Open SplashActivity and delete the presenter variable (line 34). Then, copy the following snippet into the class definition:

// 1
@Inject
@Named(SPLASH_PRESENTER_TAG)
lateinit var presenter: SplashContract.Presenter

override fun onCreate(savedInstanceState: Bundle?) {
    getSplashComponent().inject(this) // 2
    super.onCreate(savedInstanceState)
}

In the code above:

  1. This annotation tells Dagger that this class needs an instance of a SplashContract.Presenter with SPLASH_PRESENTER_TAG as the qualified name.
  2. You need to tell Dagger where to take the above dependency from. You can do this by including an extension function in the same file and invoking it from onCreate.
private fun SplashActivity.getSplashComponent(): SplashComponent =
    (application as SplashComponentFactoryProvider).provideSplashComponentFactory().create(module = SplashModule(this))

Now, repeat the process with MainActivity. Open the class, remove the presenter variable and replace the onCreate function with:

@Inject
@Named(MAIN_PRESENTER_TAG)
lateinit var presenter: MainContract.Presenter

override fun onCreate(savedInstanceState: Bundle?) {
    getMainComponent().inject(this)
    super.onCreate(savedInstanceState)
    viewBinding = ActivityMainBinding.inflate(layoutInflater)
    initView()
    setContentView(viewBinding.root)
}

Once again, you’d better use an extension function. Add the following implementation at the end of the file for getMainComponent():

private fun MainActivity.getMainComponent(): MainComponent =
    (application as MainComponentFactoryProvider).provideMainComponentFactory()
        .create(module = MainModule(this))

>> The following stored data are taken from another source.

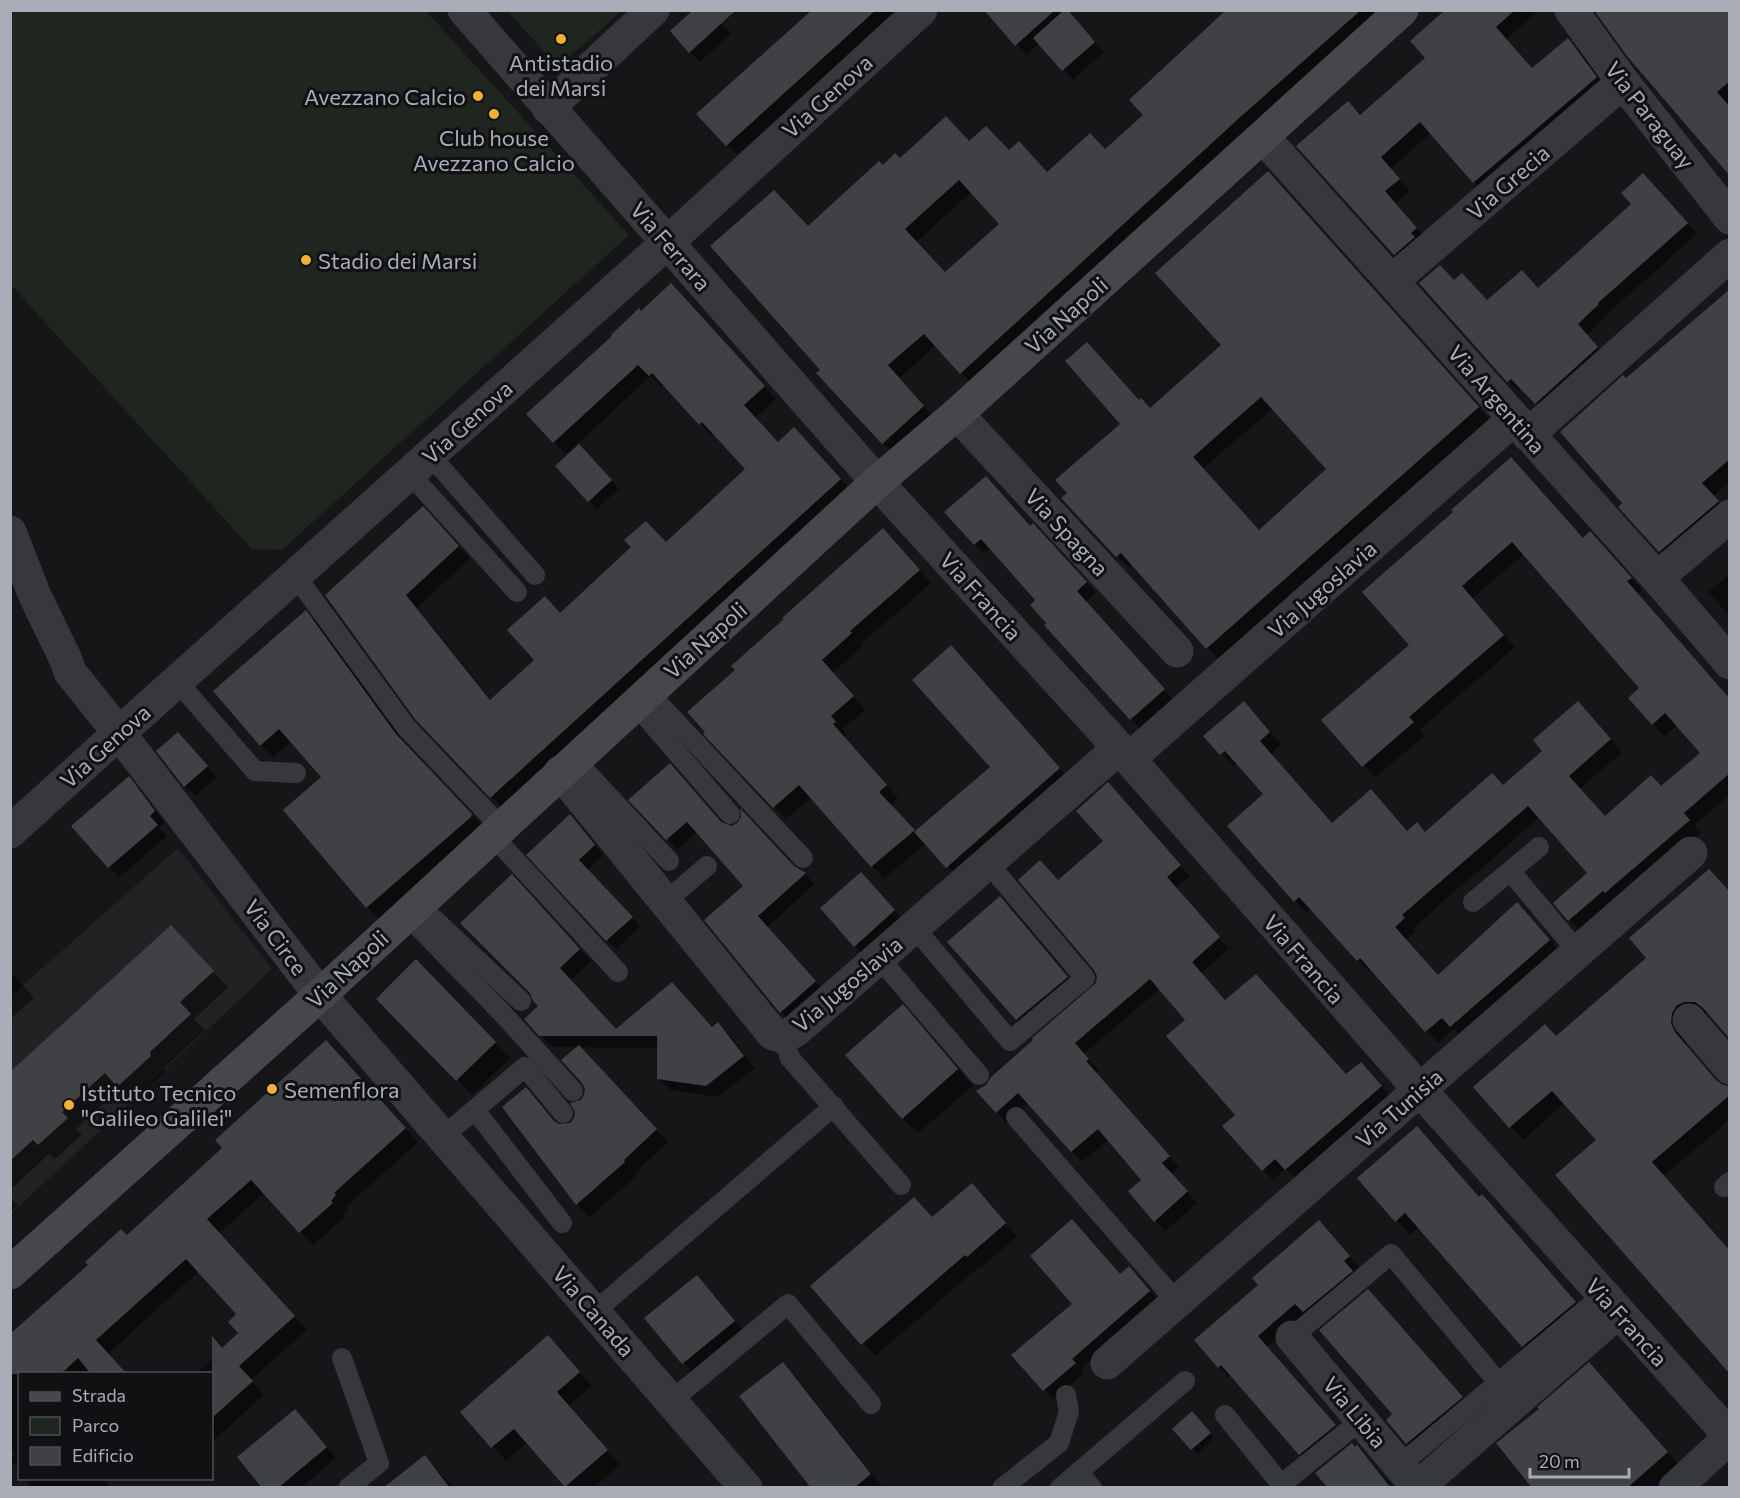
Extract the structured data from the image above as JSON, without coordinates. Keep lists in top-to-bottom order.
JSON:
{
  "streets": {
    "main road": ["Via Napoli"],
    "street": [
      "Via Genova",
      "Via Paraguay",
      "Via Grecia",
      "Via Ferrara",
      "Via Argentina",
      "Via Spagna",
      "Via Jugoslavia",
      "Via Francia",
      "Via Circe",
      "Via Tunisia",
      "Via Canada",
      "Via Libia"
    ]
  },
  "crossings": [
    ["Via Genova", "Via Ferrara"],
    ["Via Genova", "Via Circe"],
    ["Via Paraguay", "Via Grecia"],
    ["Via Grecia", "Via Argentina"],
    ["Via Ferrara", "Via Napoli"],
    ["Via Ferrara", "Via Francia"],
    ["Via Napoli", "Via Argentina"],
    ["Via Napoli", "Via Spagna"],
    ["Via Napoli", "Via Jugoslavia"],
    ["Via Napoli", "Via Francia"],
    ["Via Napoli", "Via Circe"],
    ["Via Argentina", "Via Jugoslavia"],
    ["Via Jugoslavia", "Via Francia"],
    ["Via Francia", "Via Tunisia"],
    ["Via Circe", "Via Canada"]
  ],
  "places": [
    "Antistadio dei Marsi",
    "Avezzano Calcio",
    "Club house Avezzano Calcio",
    "Stadio dei Marsi",
    "Semenflora",
    "Istituto Tecnico \"Galileo Galilei\""
  ],
  "legend": ["Strada", "Parco", "Edificio"],
  "scale_bar": "20 m"
}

And that’s all. You’ve finished implementing Numberizer. Congratulations!

Note: Before proceeding to the next section, don’t forget to build the project. Dagger needs this step to create compile-time entities, such as DaggerApplicationComponent.

Performance Assessment

Once completed, your app should be functional, like in the following demo video:

When started, the splash screen appears for a few seconds, and then it jumps to main view. At this screen, the user can select a category from a drop-down menu and type a number. When the button gets tapped, and after some loading, a message displays showing a fact related to the number introduced.